L'autorité espagnole classe sans suite une plainte pour utilisation disproportionnée de vidéosurveillance et diffusion d'images sur les réseaux sociaux
L'autorité espagnole de protection des données a classé une plainte concernant un système de vidéosurveillance, estimant que les faits reprochés n'ont pas été prouvés après une vérification sur place par la police, et a rappelé que les litiges relatifs à la diffamation sur les réseaux sociaux relèvent de la compétence des autorités judiciaires.
Faits et contexte
L'autorité espagnole de protection des données (AEPD) a publié une décision de classement concernant une plainte déposée contre un particulier pour des manquements allégués en lien avec l'installation d'un système de vidéosurveillance et la diffusion des images captées.
L'affaire trouve son origine dans la plainte d'un particulier déposée le 10 novembre 2024, accusant son voisin d'utiliser des caméras pour filmer sa propriété et un chemin public, puis de diffuser les images sur une chaîne de réseau social monétisée à des fins de dénigrement et de moquerie.
Motifs de la décision
- Obligation de minimisation des données (article 5, paragraphe 1, point c) du RGPD) : L'autorité a examiné si l'installation des caméras constituait une mesure disproportionnée en captant des images de l'espace public sans justification, ce qui contreviendrait au principe de minimisation. Elle rappelle que la surveillance de la voie publique relève de la compétence exclusive des forces de l'ordre et que les systèmes privés doivent se limiter au périmètre de la propriété. Toutefois, le rapport d'enquête sollicité auprès de la police nationale n'a pas permis de corroborer les allégations du plaignant. Les agents dépêchés sur les lieux ont constaté la présence de caméras pointant vers l'extérieur et de panneaux d'information conformes, mais n'ont pas relevé d'infraction, concluant que le système visait à assurer la protection périmétrique du bien. En l'absence de preuve d'une collecte de données excessive et en application du principe de présomption d'innocence, l'autorité a conclu que la violation n'était pas établie.

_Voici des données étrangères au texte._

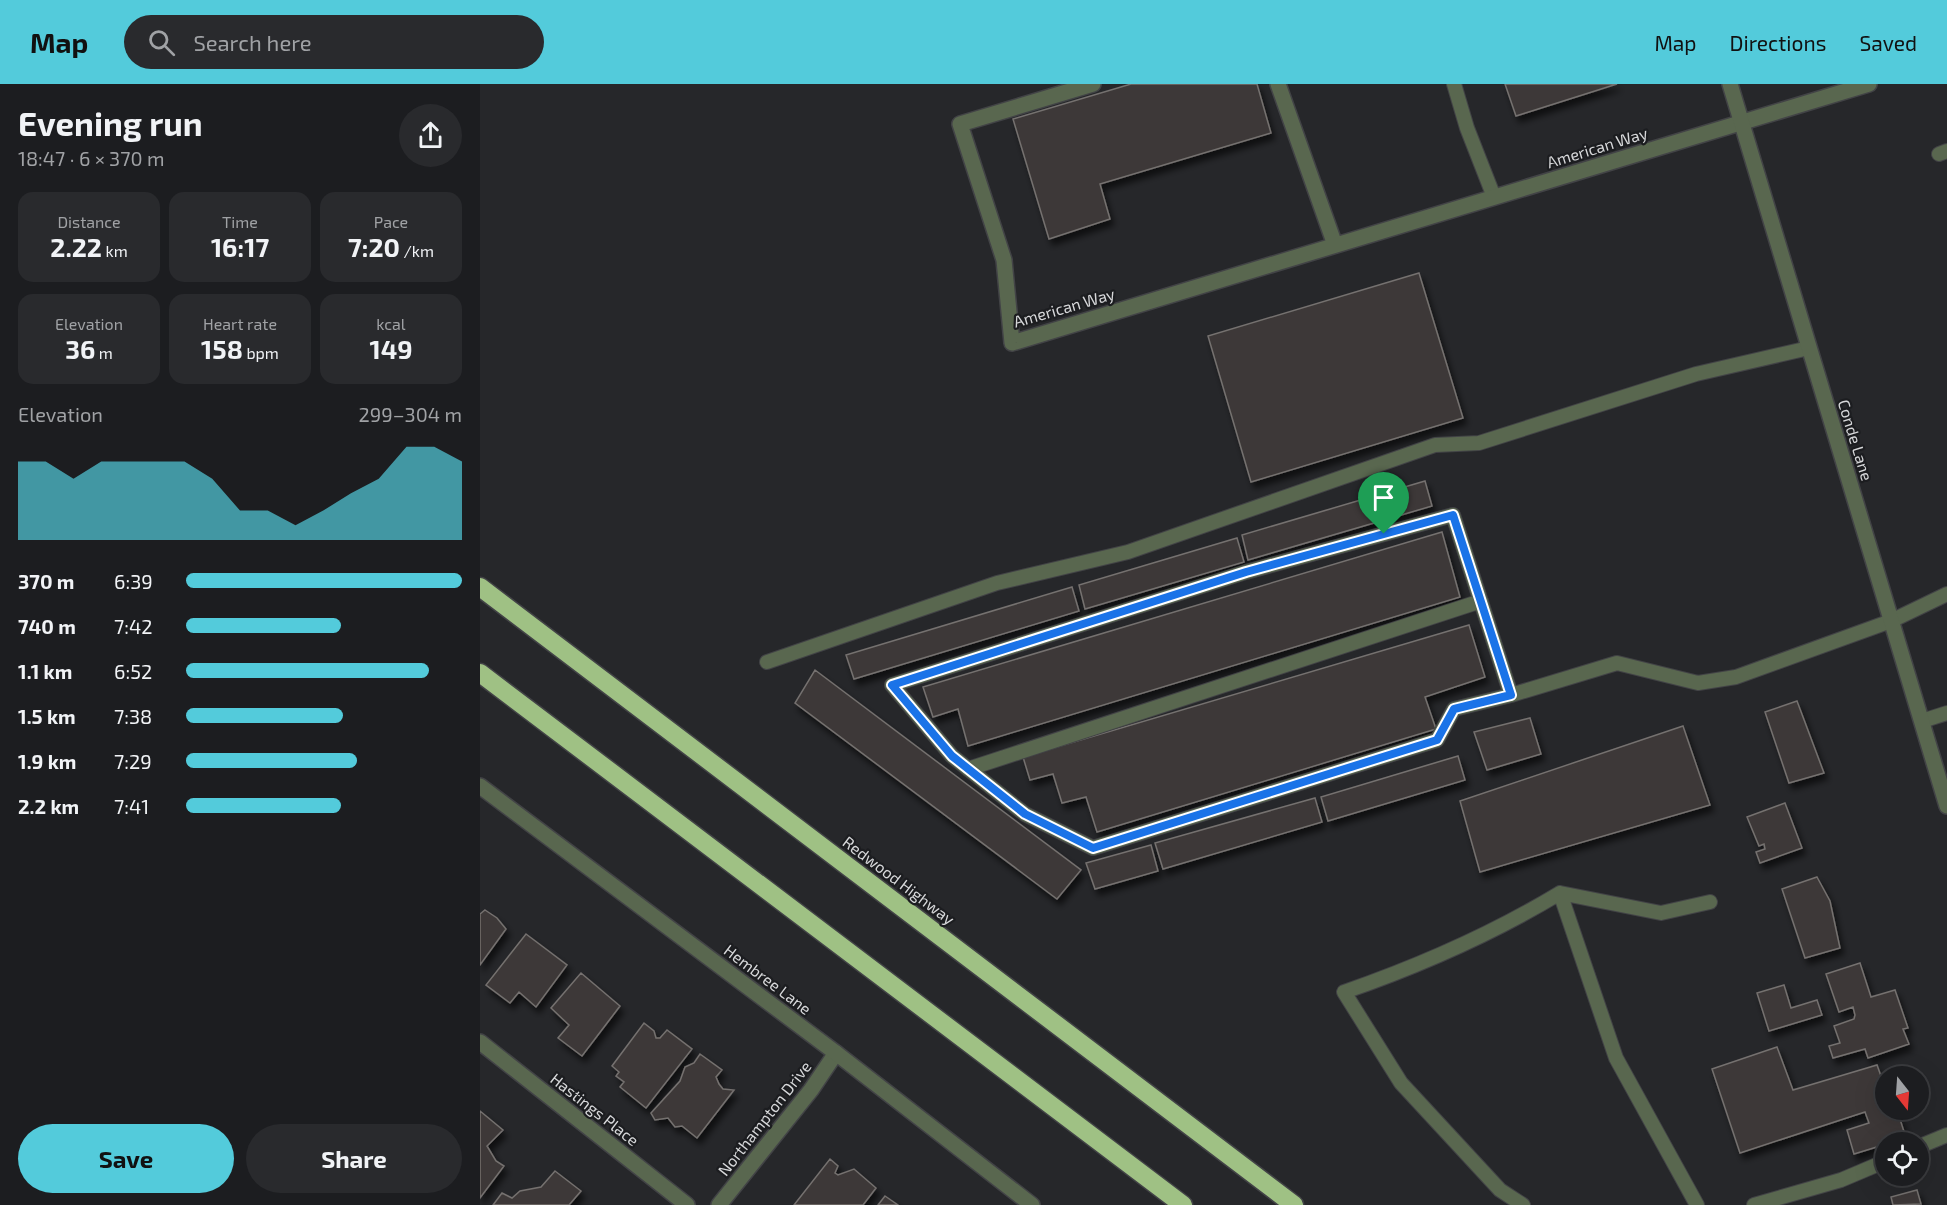 <!DOCTYPE html>
<html lang="en">
<head>
<meta charset="utf-8">
<style>
	body { margin:0; font-family:"Exo 2",sans-serif; background:#292a2d; color:#f1f3f6; height:100vh; display:flex; flex-direction:column; font-size:22px; white-space:nowrap }
	* { box-sizing:border-box; margin:0 }
	p { font-size:20px; color:#a0a2a5 }
	.icon { flex:none; width:33px; height:33px; fill:none; stroke:currentColor; stroke-width:2; stroke-linecap:round; stroke-linejoin:round }
	.map { position:relative; flex:1; overflow:hidden }
	.drawer { display:flex; flex-direction:column; background:#1c1d20; width:480px }
	.drawer>* { flex:none }
	.needle { width:39px; rotate:163deg }
	.buttons { position:absolute; left:1395px; top:982px; display:grid; gap:12px }
	.buttons a { display:grid; place-items:center; width:54px; height:54px; border-radius:50%; background:#1c1d20; box-shadow:0 6px 24px #0002,0 0 0 2px #3a3b3e; font-size:30px }
	.pin { position:absolute; display:grid; place-items:center; width:51px; height:51px; color:#fff; margin:-62px -26px; border-radius:50% 50% 50% 0; rotate:-45deg; box-shadow:0 0 6px #0007 }
	.pin .icon { rotate:45deg }
	.round { display:grid; place-items:center; flex:none; width:63px; height:63px; border-radius:32px; background:#292a2d }
	.overview { display:flex; align-items:center; justify-content:space-between; height:102px; padding:0 18px }
	h1 { font-size:33px; font-weight:700; line-height:45px }
	.stats { display:grid; grid-template-columns:repeat(3,1fr); gap:9px; height:102px; padding:6px 18px }
	.stats div { display:grid; align-content:center; border-radius:15px; background:#292a2d; text-align:center }
	.stats b { font-size:26px; font-weight:700 }
	.stats small { font-size:16px; font-weight:400 }
	.stats p { font-size:16px }
	.chart { height:168px; padding:12px 18px }
	.chart p { display:flex; justify-content:space-between }
	.chart svg { width:100%; height:108px; margin-top:6px; fill:#53cbdb; opacity:.7 }
	.action { display:flex; gap:12px; margin-top:auto; padding:12px 18px }
	.action a { flex:1; height:69px; border-radius:36px; background:#53cbdb; color:#111; font-size:24px; font-weight:700; line-height:69px; text-align:center }
	.action a+a { background:#292a2d; color:#f1f3f6 }
	ul { padding:0 18px; list-style:none; font-size:20px }
	li { display:grid; grid-template-columns:96px 72px 1fr; align-items:center; height:45px }
	li i { height:15px; border-radius:8px; background:#53cbdb }
	header { display:flex; align-items:center; gap:36px; box-sizing:border-box; height:84px; padding:0 30px; background:#53cbdb; color:#111 }
	header strong { font-size:28px }
	nav { display:flex; gap:33px; margin-inline-start:auto; font-size:21px }
	.search { width:420px; height:54px; background:#292a2d; display:flex; align-items:center; gap:15px; box-sizing:border-box; padding:0 21px; border-radius:33px; color:#a0a2a5; font-size:22px }
	main { display:flex; flex:1; min-height:0 }
	.map>svg:first-child { display:block }
</style>
</head>
<body>
<header>
<strong>Map</strong>
<div class="search"><svg class="icon" aria-label="search" viewBox="0 0 24 24"><circle cx="10" cy="10" r="6"/><path d="M15 15l6 6"/></svg>Search here</div>
<nav><a>Map</a><a>Directions</a><a>Saved</a></nav>
</header>
<main>
<section class="drawer">
<div class="overview"><div><h1>Evening run</h1><p>18:47 · 6 × 370 m</p></div><a class="round"><svg class="icon" aria-label="share" viewBox="0 0 24 24"><path d="M12 15V3M7 8l5-5 5 5M5 13v7h14v-7"/></svg></a></div>
<div class="stats">
<div><p>Distance</p><b>2.22<small> km</small></b></div>
<div><p>Time</p><b>16:17</b></div>
<div><p>Pace</p><b>7:20<small> /km</small></b></div>
</div>
<div class="stats">
<div><p>Elevation</p><b>36<small> m</small></b></div>
<div><p>Heart rate</p><b>158<small> bpm</small></b></div>
<div><p>kcal</p><b>149</b></div>
</div>
<div class="chart"><p><span>Elevation</span>299–304 m</p>
<svg viewBox="0 0 160 44" preserveAspectRatio="none"><path d="M0 44V12L10 12L20 19L30 12L40 12L50 12L60 12L70 19L80 32L90 32L100 38L110 32L120 25L130 19L140 6L150 6L160 12V44z"/></svg>
</div>
<ul>
<li><b>370 m</b>6:39<i style="width:100%"></i></li>
<li><b>740 m</b>7:42<i style="width:56%"></i></li>
<li><b>1.1 km</b>6:52<i style="width:88%"></i></li>
<li><b>1.5 km</b>7:38<i style="width:57%"></i></li>
<li><b>1.9 km</b>7:29<i style="width:62%"></i></li>
<li><b>2.2 km</b>7:41<i style="width:56%"></i></li>
</ul>
<div class="action"><a>Save</a><a>Share</a></div>
</section>
<div class="map">
<svg width="1467" height="1121" viewBox="0 0 1467 1121">
	<defs>
		<filter id="shadow"><feDropShadow dx="3.5" dy="6" stdDeviation="3" flood-color="#0009"/></filter>
	</defs>
	<rect width="100%" height="100%" fill="#26272a"/>
	<path fill="#3d3938" stroke="#75716f" stroke-width="1.5" filter="url(#shadow)" d="M651,0H777L791,49L620,100L630,135L569,155L533,35Z
		M1025,0H1137L1036,32Z
		M939,189L983,334L771,398L728,252Z
		M945,397L952,422L768,476L762,451Z
		M962,448L980,513L488,662L478,625L453,633L443,603Z
		M757,454L764,478L605,525L599,501Z
		M592,503L599,527L374,595L366,571Z
		M989,541L1005,593L945,613L956,645L617,748L606,713L582,719L573,690L550,696L543,673Z
		M335,586L601,786L577,815L315,619Z
		M1317,617L1344,689L1309,699L1285,628Z
		M1050,634L1061,670L1007,686L994,648Z
		M1203,642L1230,721L1000,788L980,717Z
		M978,672L985,696L848,737L841,713Z
		M835,714L842,738L683,785L675,759Z
		M1305,719L1322,764L1280,779L1276,768L1285,765L1284,760L1279,762L1267,733Z
		M671,761L678,787L615,805L606,779Z
		M1337,793L1350,817L1360,864L1325,874L1302,805Z
		M5,826L17,834L26,845L0,881V830Z
		M46,850L87,881L56,923L39,908L30,919L6,901Z
		M1380,879L1391,913L1415,906L1428,944L1423,945L1429,960L1388,974L1385,965L1353,974L1349,962L1360,959L1354,942L1374,935L1375,931L1373,923L1359,928L1346,890Z
		M101,889L140,922L102,972L78,954L89,941L71,924Z
		M1304,901L1311,924L1337,916L1342,931L1289,947L1277,909Z
		M164,939L174,947L176,954H180L187,946L212,965L166,1024L140,1003L144,998L136,992L139,988L132,982Z
		M1297,963L1313,1006L1397,981L1406,1006V1026H1412L1415,1033L1419,1032L1426,1054L1374,1070L1367,1046L1389,1039L1385,1028L1260,1069L1232,985Z
		M220,970L242,986L236,993L239,1000L243,1005L254,1006L217,1054L202,1042L195,1043L188,1034L175,1036L171,1029L200,997L205,983L214,979Z
		M0,1027L23,1046L7,1062L16,1077L24,1082L0,1114Z
		M350,1075L358,1082L355,1089L358,1091L374,1085L396,1104L383,1121H314Z
		M75,1087L101,1107L89,1121H13L22,1109L32,1114L40,1107L61,1103Z
		M1437,1106L1441,1120L1413,1121L1411,1113Z
		M405,1112L418,1121H398Z"/>
	<g fill="none" stroke-linecap="round" stroke-linejoin="round">
		<defs>
			<path id="service" d="M974,0L987,44L1014,113
				M1459,70L1467,67
				M287,578L517,499L648,468L955,361L999,359L1216,290L1329,264
				M1031,611L973,431L766,488L412,601L472,672L545,730L613,764L957,656L974,625L1031,611L1137,579L1218,599L1256,593L1411,537L1467,510
				M1442,637L1467,629
				M488,685L1001,517
				M1080,809L1181,829L1230,818
				M1438,1063L1467,1051
				M1043,1121L1020,1106L921,999L864,908C939,882 1012,850 1080,809L1136,974L1217,1121
				M1274,1121L1361,1096L1406,1077"/>
			<path id="minor" d="M613,0L480,40L524,176L532,259L1389,0
				M798,0L855,161
				M0,958L207,1121
				M239,1121L331,1006L356,969"/>
			<path id="tertiary" d="M1250,0L1467,722
				M0,702L356,969L552,1121"/>
			<path id="motorway" d="M0,503L814,1121
				M0,589L703,1121"/>
		</defs>
		<use href="#service" stroke="#424346" stroke-width="16"/>
		<use href="#minor" stroke="#424346" stroke-width="18"/>
		<use href="#tertiary" stroke="#424346" stroke-width="18"/>
		<use href="#motorway" stroke="#424346" stroke-width="21"/>
		<use href="#service" stroke="#59674f" stroke-width="14"/>
		<use href="#minor" stroke="#59674f" stroke-width="15"/>
		<use href="#tertiary" stroke="#59674f" stroke-width="15"/>
		<use href="#motorway" stroke="#9fc184" stroke-width="18"/>
	</g>
	<g fill="none" stroke-linecap="round" stroke-linejoin="round">
		<defs>
			<path id="route" d="M973,431L1031,611L974,625L957,656L613,764L545,730L472,672L412,601L766,488Z"/>
		</defs>
		<use href="#route" stroke="#fff" stroke-width="12"/>
		<use href="#route" stroke="#1a73e8" stroke-width="8"/>
	</g>
	<g text-anchor="middle" dominant-baseline="central" stroke-width="4.5" stroke-linejoin="round" paint-order="stroke">
		<g font-size="16" fill="#d7d8da" stroke="#1c1d20">
			<text transform="translate(1117 63) rotate(-17)">American Way</text>
			<text transform="translate(584 223) rotate(-16)">American Way</text>
			<text transform="translate(1376 356) rotate(73)">Conde Lane</text>
			<text transform="translate(419 796) rotate(37)">Redwood Highway</text>
			<text transform="translate(288 895) rotate(37)">Hembree Lane</text>
			<text transform="translate(115 1025) rotate(38)">Hastings Place</text>
			<text transform="translate(284 1034) rotate(-52)">Northampton Drive</text>
		</g>
	</g>
</svg>
<div class="buttons">
<a><svg class="needle" viewBox="-14 -14 28 28"><path d="M0-13l5 13h-10z" fill="#e53935"/><path d="M0 13l5-13h-10z" fill="#a0a2a5"/></svg></a>
<a><svg class="icon" aria-label="locate" viewBox="0 0 24 24"><circle cx="12" cy="12" r="6"/><path d="M12 2v4M12 18v4M2 12h4M18 12h4"/></svg></a>
</div>
<div class="pin" style="left:904px;top:450px;background:#1e9e55"><svg class="icon" aria-label="arrive" viewBox="0 0 24 24"><path d="M6 21V4h12l-3 4 3 4H6"/></svg></div>
</div>
</main>
</body>
</html>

L'autorité s'est également déclarée incompétente pour statuer sur les allégations de diffamation et de diffusion malveillante des images sur les réseaux sociaux. Elle a précisé que de tels faits, s'ils étaient avérés, relèveraient de la compétence des autorités judiciaires et a invité le plaignant à saisir le juge d'instruction compétent. L'AEPD a souligné qu'elle ne devait pas être instrumentalisée pour régler des conflits de voisinage qui sortent de son champ de compétence.
Décision de l'autorité
En conséquence, l'autorité a ordonné le classement de la procédure, aucune infraction à la réglementation sur la protection des données n'ayant été formellement prouvée.
Enseignements
Cette décision rappelle que :
- La charge de la preuve d'une infraction incombe à l'autorité de contrôle ; en l'absence d'éléments factuels probants, tels qu'un rapport de police concluant, la présomption d'innocence conduit au classement de la plainte.
- Dans les cas de vidéosurveillance, la vérification sur place par une autorité compétente est un élément déterminant pour établir la matérialité des faits, notamment l'orientation et le champ de vision réels des caméras.
- Les questions de diffamation ou de harcèlement, même si elles impliquent l'utilisation de données personnelles, relèvent de la compétence des autorités judiciaires et non de celle de l'autorité de protection des données.